In between many successive games of Catan and our briefing from the military, I got picture number one of my whole family.  We were all tired, but I think it turned out pretty well.

The military personelle encouraged us to take many pictures and videos during the briefing, but asked us to turn off our flashes, as they had to memorize their spiel verbatim.  The way they talked about it, it sounded like they were trying to tell us that there was a lot more to the story than what they were allowed to tell us (duh).  I couldn't help but note that I never heard a cause for this war, and I never heard a cause to most of the fighting incidents between North and South Korea.  This is where my agitation began in the trip.  It grew throughout the day - a continual frustration at a war separating families and friends, all over what seems to be the selfish desires of some political leaders.  Why must our governments think only of themselves and rarely represent the people?

I'm including this photo, as we were never allowed to photograph Taesongdong (or anything on the South side of the DMZ, really), because it is such an important part of the DMZ.  Both North and South Korea are allowed a village within the DMZ, but the purposes of these villages are as vastly different as the political strategies of each side.  The people whose lineages are from Taesongdong are allowed to maintain a residence within the village.  There is a strict 10pm curfew, and residents must spend somewhere in the order of 340 nights a year within the village (students are granted an exception).  Failure to comply results in the immediate removal of your nuclear family.  Women may marry into the village, but men may not.  Students are given full scholarships to attend any university in Korea (this is a HUGE deal).  This is a major show of faith on the part of South Korea.
(I will write about the North Korean village in a little bit.)

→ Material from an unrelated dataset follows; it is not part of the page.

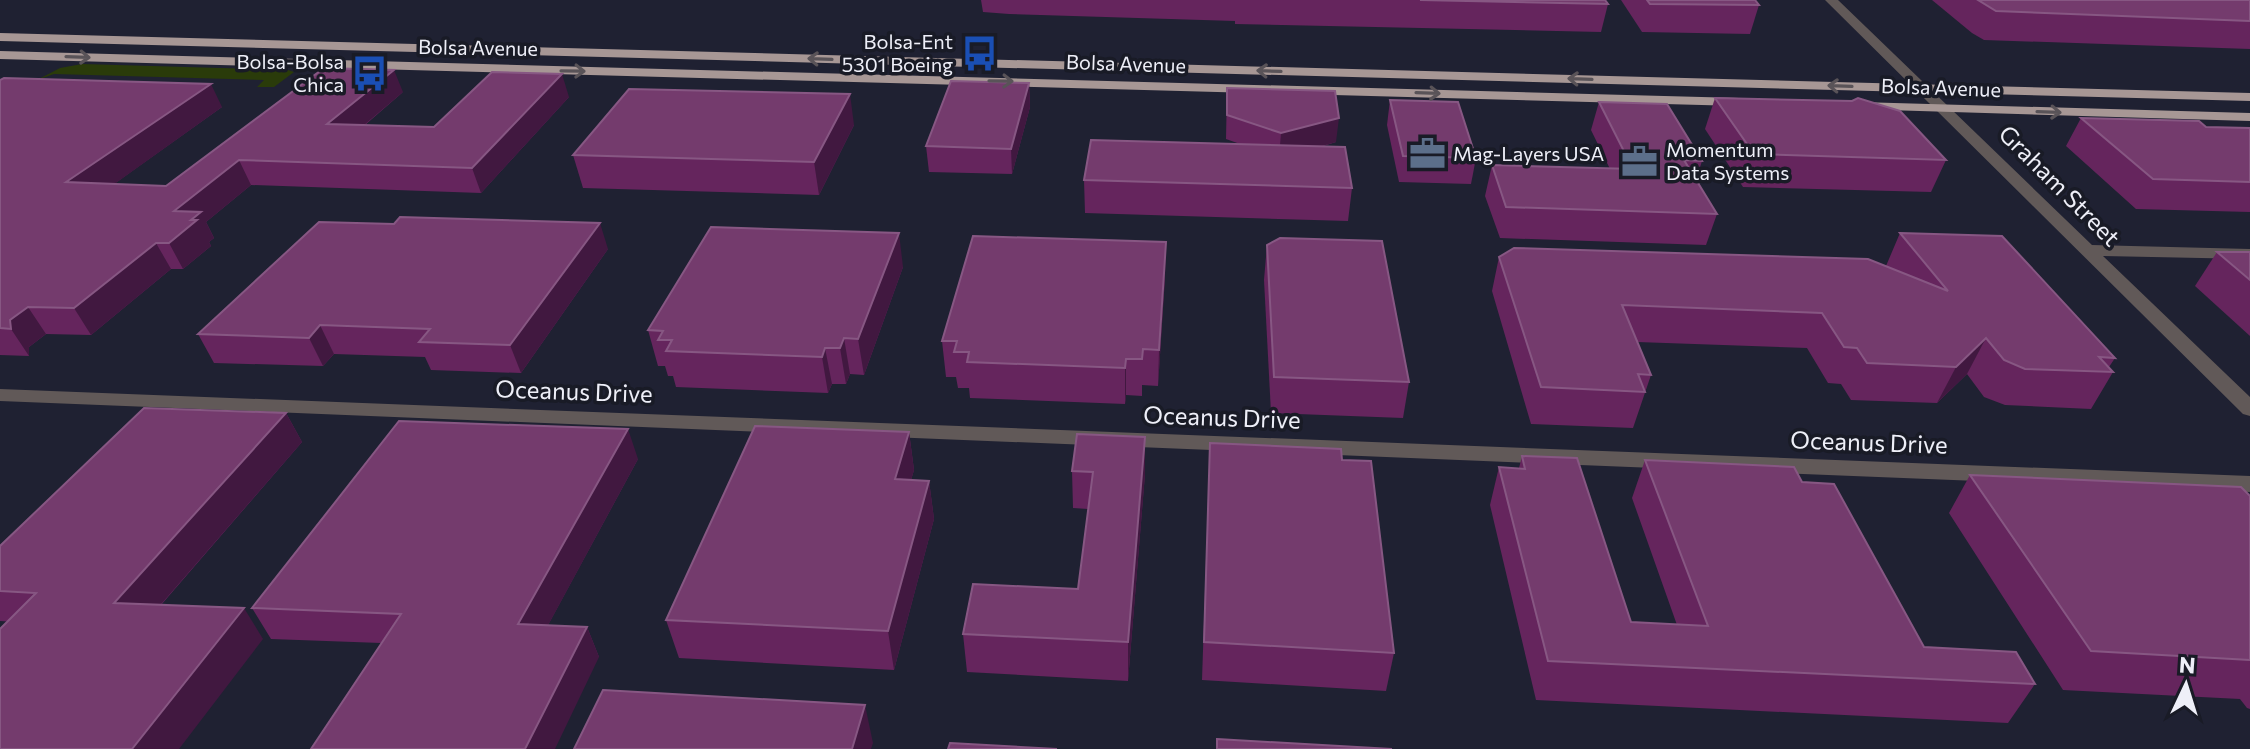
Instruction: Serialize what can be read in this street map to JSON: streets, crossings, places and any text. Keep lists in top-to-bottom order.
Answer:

Our guide/guard, Pfc. Futch, was both informative and entertaining, exactly the right combination to keep me from getting to introverted on this trip, and leaving feeling entirely frustrated/depressed.  He expressed an interested in attempting to transfer to Germany, so I spent some time talking with him about what to expect there.  It was nice to find someone else excited about that place.  I think the best part, though, was that he kept us feeling safe the whole time we were there, despite the fact that we were staring down a member of the Korean People's Army (North Korea) the whole time.
We were so close to North Korea... it sends little shivers down my spine, thinking about it.  Would this man kill me, given the chance?  Most likely.  I'm having trouble finding words to express the sadness-thrill-fear mix that is engulfing my stomach right now.  So I will here reiterate my constant desire for the world to see that peace cannot come from violence.  And I will voice for you your "broken world" counterargument, and we can all move forward.
Republic of Korea (ROK) (South Korea) soldiers face off with a KPA soldier in their modified taekwando stance and dark aviator sunglasses, designed specifically to prevent their showing any emotion toward their North Korean counterparts.
While observing this, I couldn't help but reflect back on my many Civil War class lessons, and the discussion of brother-on-brother fighting.  How many families are forced to fight and kill each other because of this war?  How many lives are ripped apart?  How could this possibly be worth it?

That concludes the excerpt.